Copy the complete listing word for word, but do not carry over any images.
┌─ DATASET SECTION
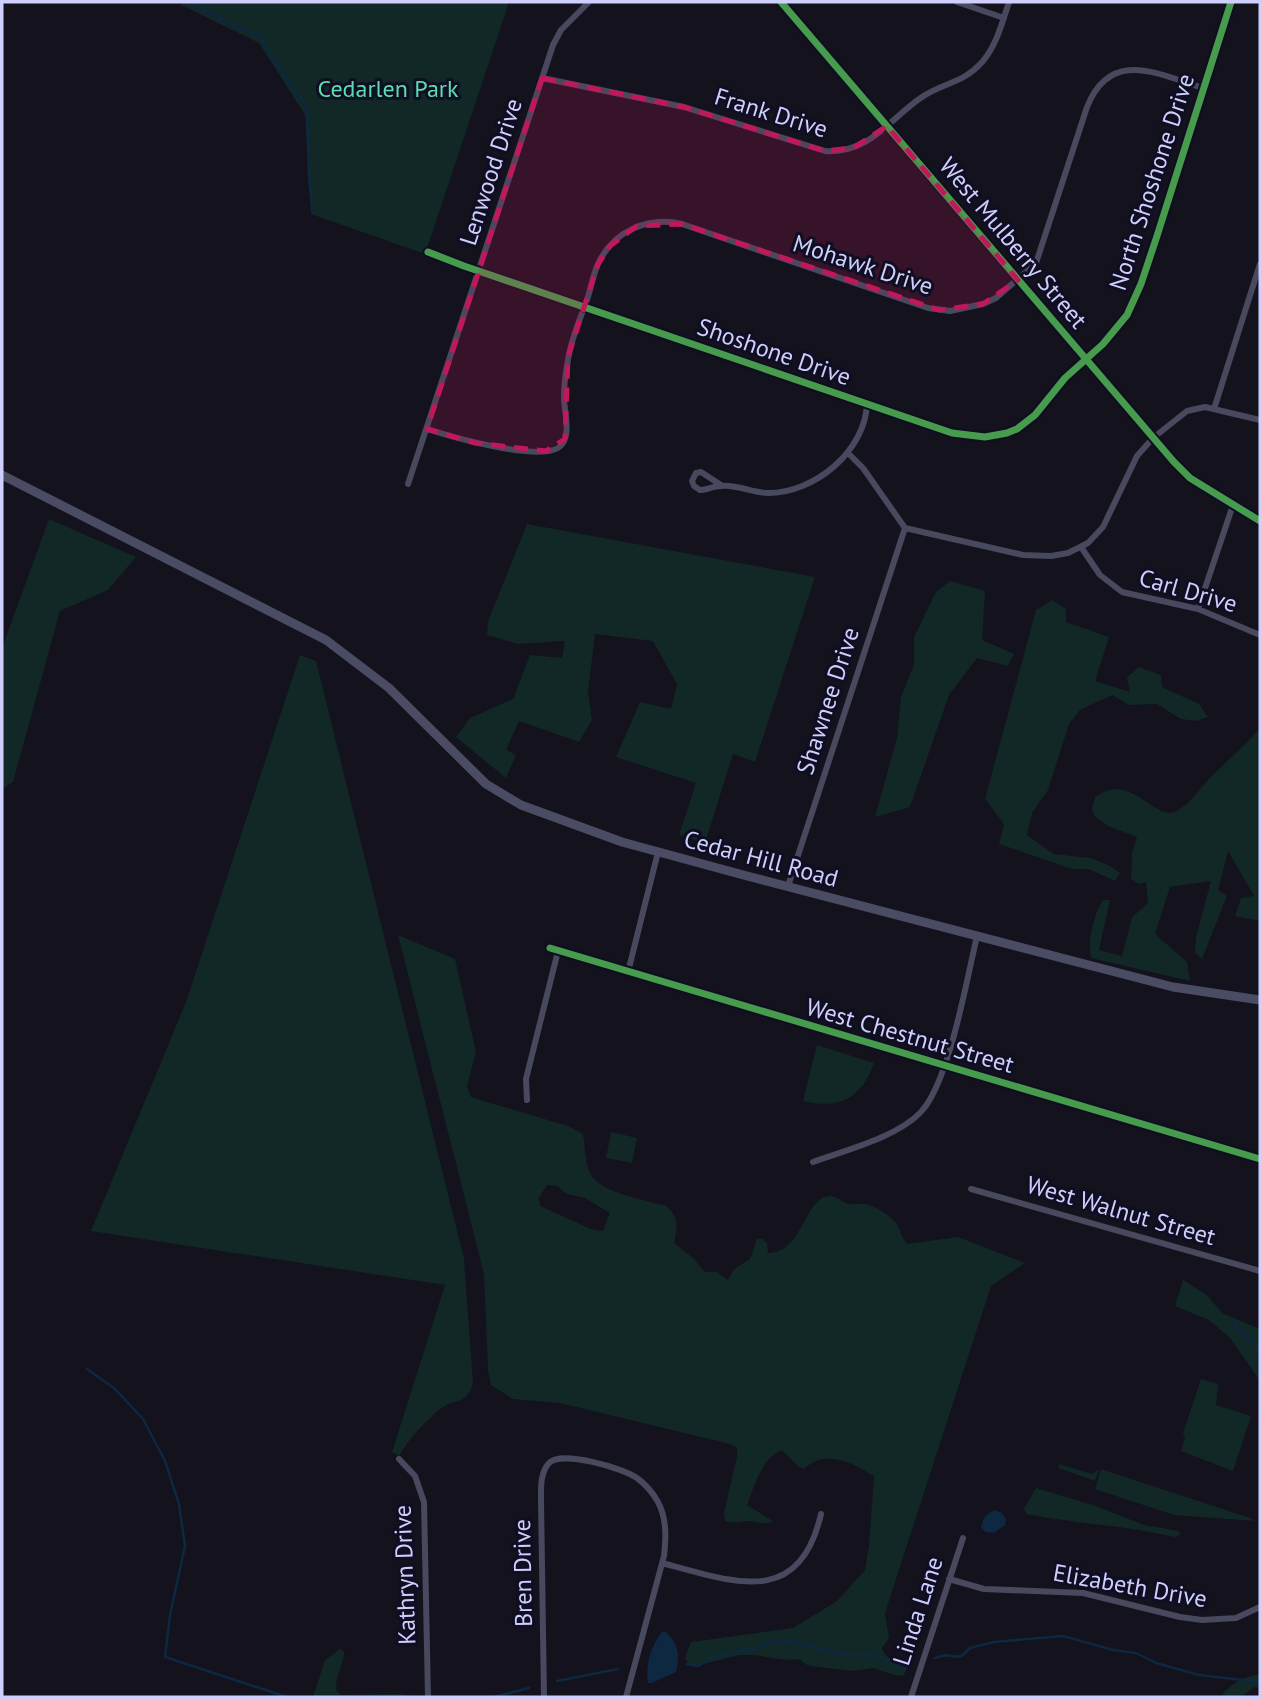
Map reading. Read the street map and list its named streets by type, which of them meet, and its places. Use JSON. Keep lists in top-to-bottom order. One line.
{"streets":{"main road":["Cedar Hill Road"],"street":["Frank Drive","Lenwood Drive","North Shoshone Drive","West Mulberry Street","Mohawk Drive","Shoshone Drive","Carl Drive","Shawnee Drive","West Chestnut Street","West Walnut Street","Bren Drive","Kathryn Drive","Elizabeth Drive","Linda Lane"]},"crossings":[["Frank Drive","Lenwood Drive"],["Frank Drive","West Mulberry Street"],["Lenwood Drive","Mohawk Drive"],["Lenwood Drive","Shoshone Drive"],["North Shoshone Drive","West Mulberry Street"],["North Shoshone Drive","Mohawk Drive"],["North Shoshone Drive","Shoshone Drive"],["West Mulberry Street","Mohawk Drive"],["West Mulberry Street","Shoshone Drive"],["Mohawk Drive","Shoshone Drive"],["Shawnee Drive","Cedar Hill Road"],["Elizabeth Drive","Linda Lane"]],"parks":["Cedarlen Park"]}
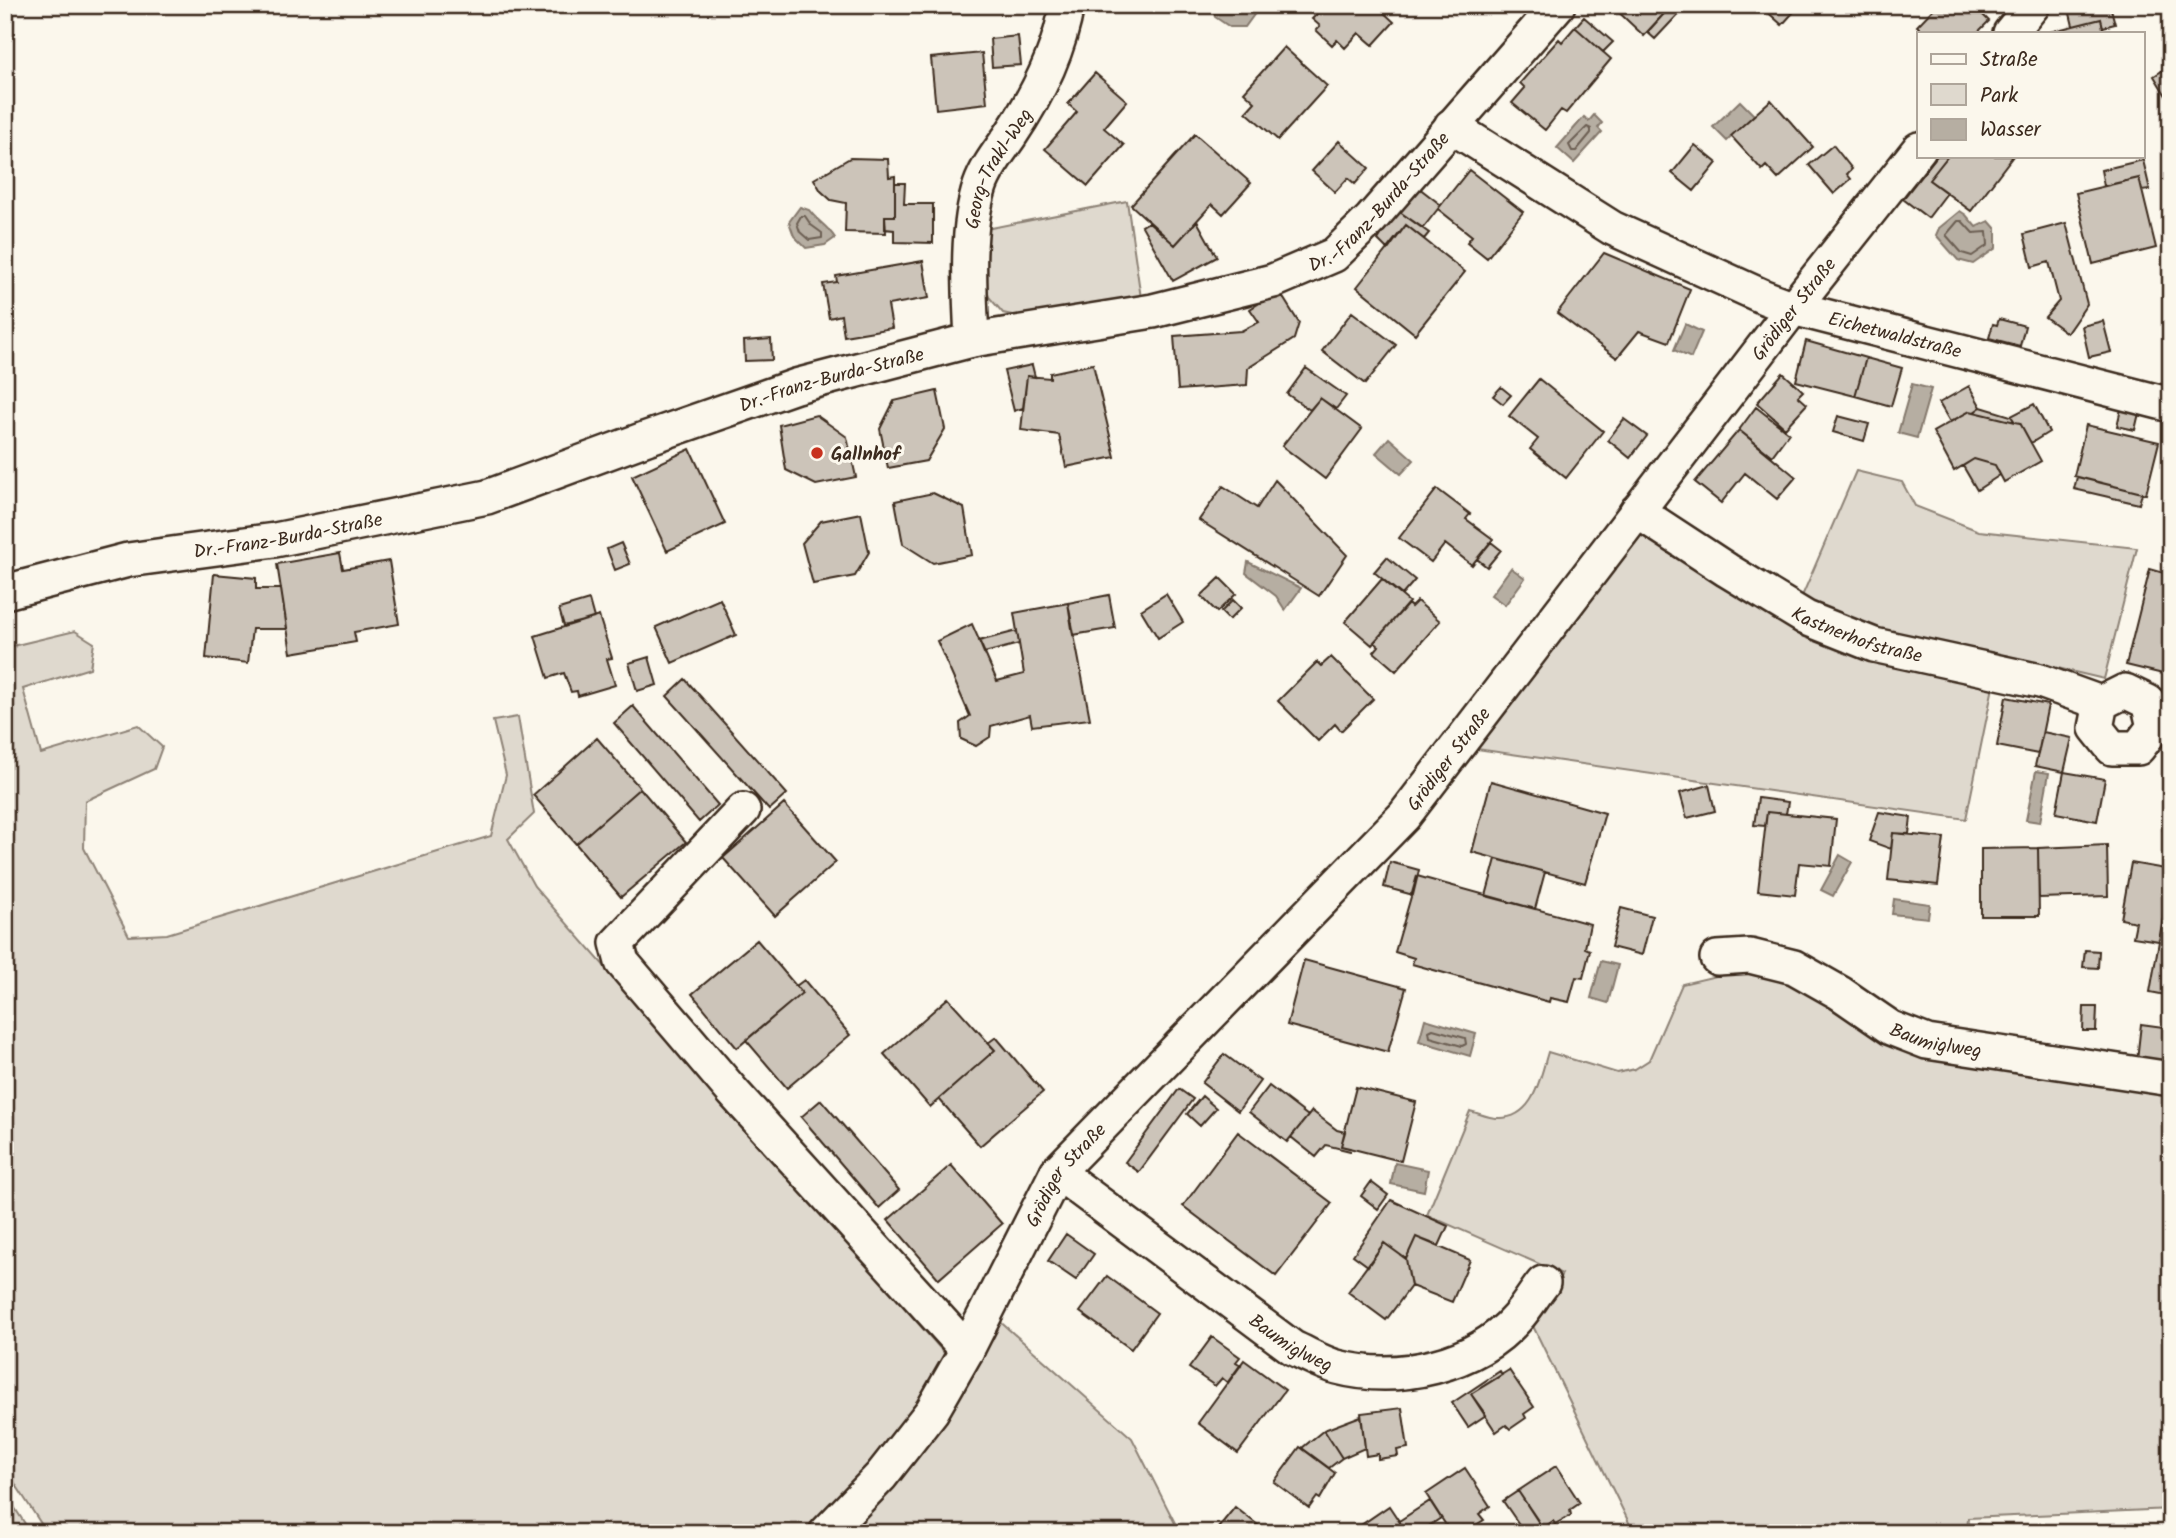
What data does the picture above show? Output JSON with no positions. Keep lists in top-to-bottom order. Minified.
{"streets":{"street":["Georg-Trakl-Weg","Dr.-Franz-Burda-Straße","Grödiger Straße","Eichetwaldstraße","Kastnerhofstraße","Baumiglweg"]},"crossings":[["Georg-Trakl-Weg","Dr.-Franz-Burda-Straße"],["Dr.-Franz-Burda-Straße","Eichetwaldstraße"],["Grödiger Straße","Eichetwaldstraße"],["Grödiger Straße","Kastnerhofstraße"],["Grödiger Straße","Baumiglweg"]],"places":["Gallnhof"],"legend":["Straße","Park","Wasser"]}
└─
SOLUTION TO THE PROBLEM →
Map reading. Read the street map and list its named streets by type, which of them meet, and its places. Use JSON. Keep lists in top-to-bottom order. One line.
{"streets":{"main road":["Cedar Hill Road"],"street":["Frank Drive","Lenwood Drive","North Shoshone Drive","West Mulberry Street","Mohawk Drive","Shoshone Drive","Carl Drive","Shawnee Drive","West Chestnut Street","West Walnut Street","Bren Drive","Kathryn Drive","Elizabeth Drive","Linda Lane"]},"crossings":[["Frank Drive","Lenwood Drive"],["Frank Drive","West Mulberry Street"],["Lenwood Drive","Mohawk Drive"],["Lenwood Drive","Shoshone Drive"],["North Shoshone Drive","West Mulberry Street"],["North Shoshone Drive","Mohawk Drive"],["North Shoshone Drive","Shoshone Drive"],["West Mulberry Street","Mohawk Drive"],["West Mulberry Street","Shoshone Drive"],["Mohawk Drive","Shoshone Drive"],["Shawnee Drive","Cedar Hill Road"],["Elizabeth Drive","Linda Lane"]],"parks":["Cedarlen Park"]}
What data does the picture above show? Output JSON with no positions. Keep lists in top-to-bottom order. Minified.
{"streets":{"street":["Georg-Trakl-Weg","Dr.-Franz-Burda-Straße","Grödiger Straße","Eichetwaldstraße","Kastnerhofstraße","Baumiglweg"]},"crossings":[["Georg-Trakl-Weg","Dr.-Franz-Burda-Straße"],["Dr.-Franz-Burda-Straße","Eichetwaldstraße"],["Grödiger Straße","Eichetwaldstraße"],["Grödiger Straße","Kastnerhofstraße"],["Grödiger Straße","Baumiglweg"]],"places":["Gallnhof"],"legend":["Straße","Park","Wasser"]}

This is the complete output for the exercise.